Supplementary Material

Supporting Information

Additional supporting figures, including DLS measurements of RBC liposomes, FRAP results for SLBs formed solely from RBC liposomes, comparison of estimated diffusion coefficients versus Fraction RBC, and influence of solvent on incorporation of biotin-lipid into RBC liposomes.
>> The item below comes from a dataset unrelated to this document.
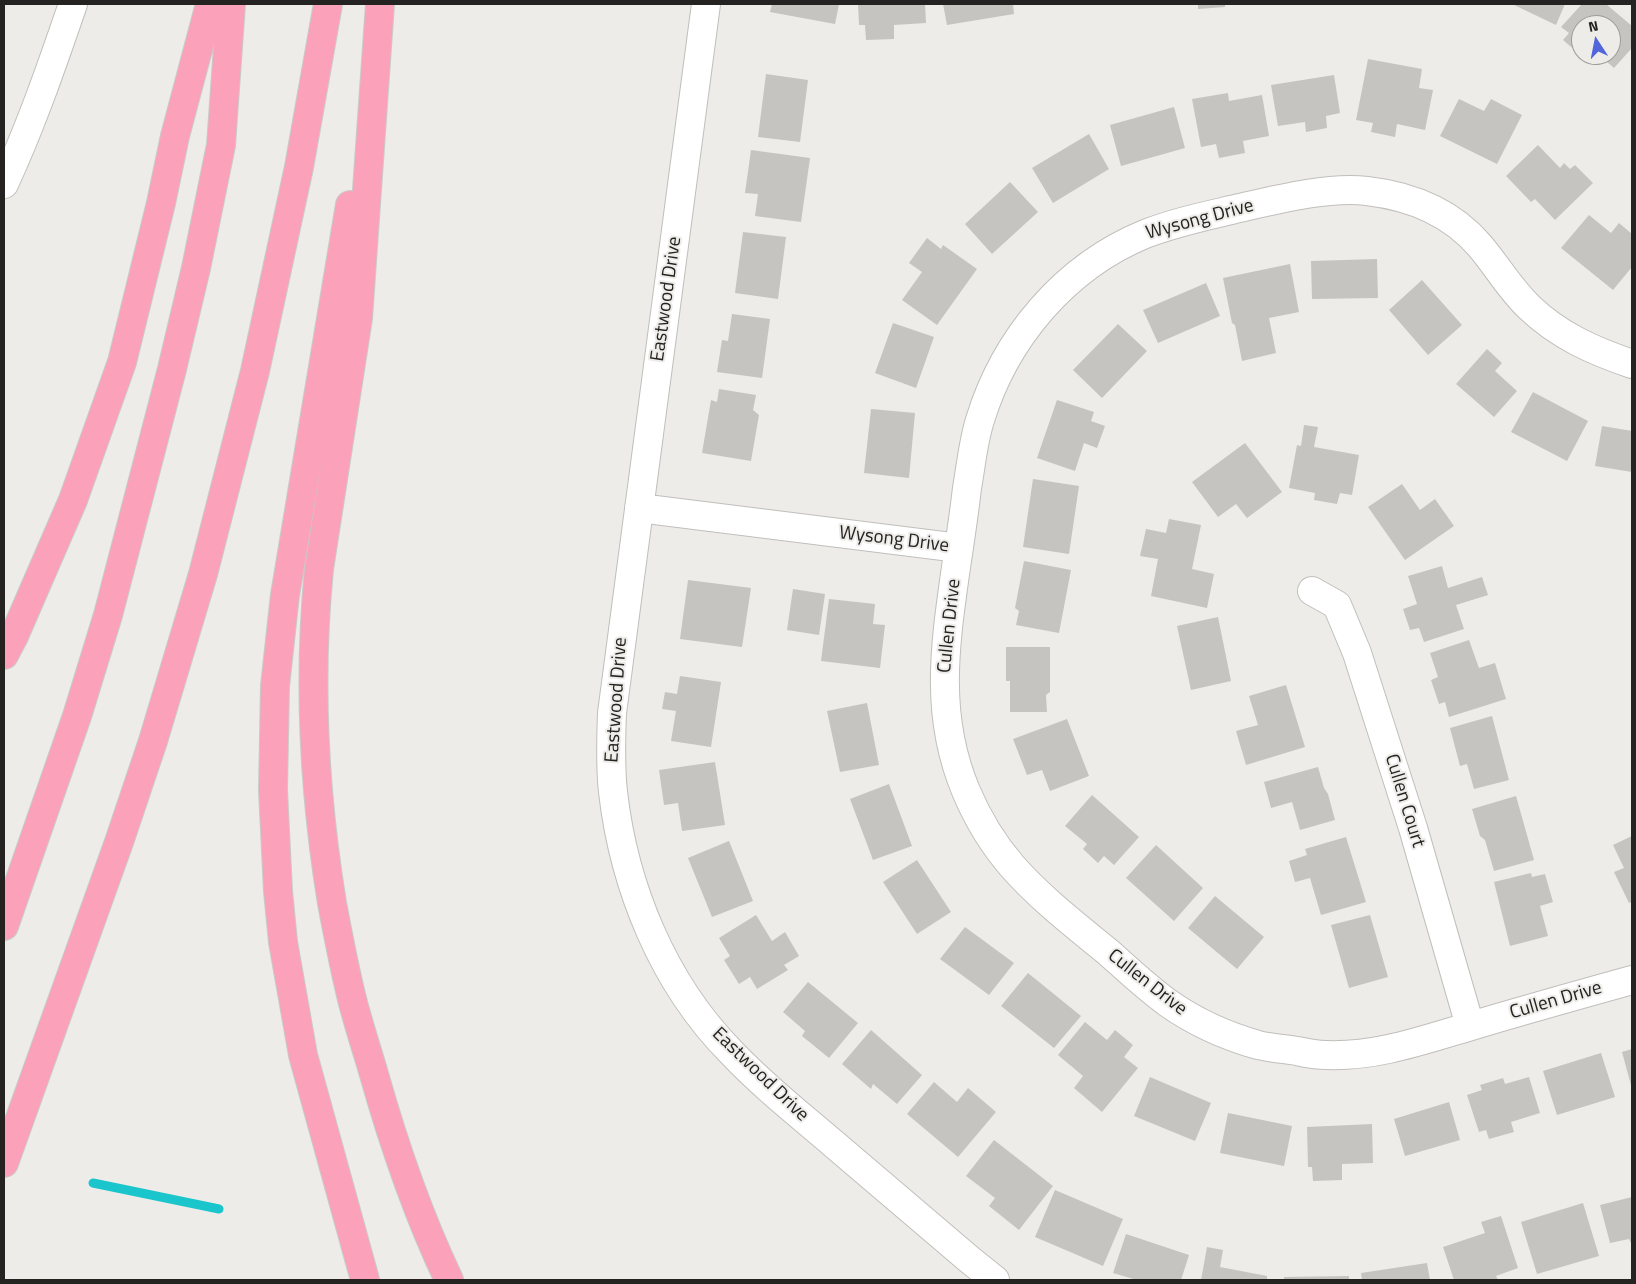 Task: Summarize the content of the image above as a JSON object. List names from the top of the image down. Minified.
{"streets":{"street":["Wysong Drive","Eastwood Drive","Cullen Drive","Cullen Court"]},"crossings":[["Wysong Drive","Eastwood Drive"],["Wysong Drive","Cullen Drive"],["Cullen Drive","Cullen Court"]],"north":"top"}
Figure 9. Tethered RBC liposomes exhibit a high degree of IF-positivity for GpA.

Tethered RBC liposomes were immunofluorescently (IF) labeled for the glycophorin A (GpA) transmembrane protein (Primary antibody = mouse IgG anti-glycophorin A (CD235a), secondary antibody = goat anti-mouse IgG with Alexa 647). Shown are example images in the Oregon Green-lipid channel (RBC membrane dye), the Alexa 647 channel (GpA Antibody), and merged. The percent IF-positive was calculated as the percentage of RBC liposomes in the green channel co-localized with GpA antibody in the red channel. The value shown is the average ± standard deviation of 3 sample replicates, with ≥8 image locations in each sample.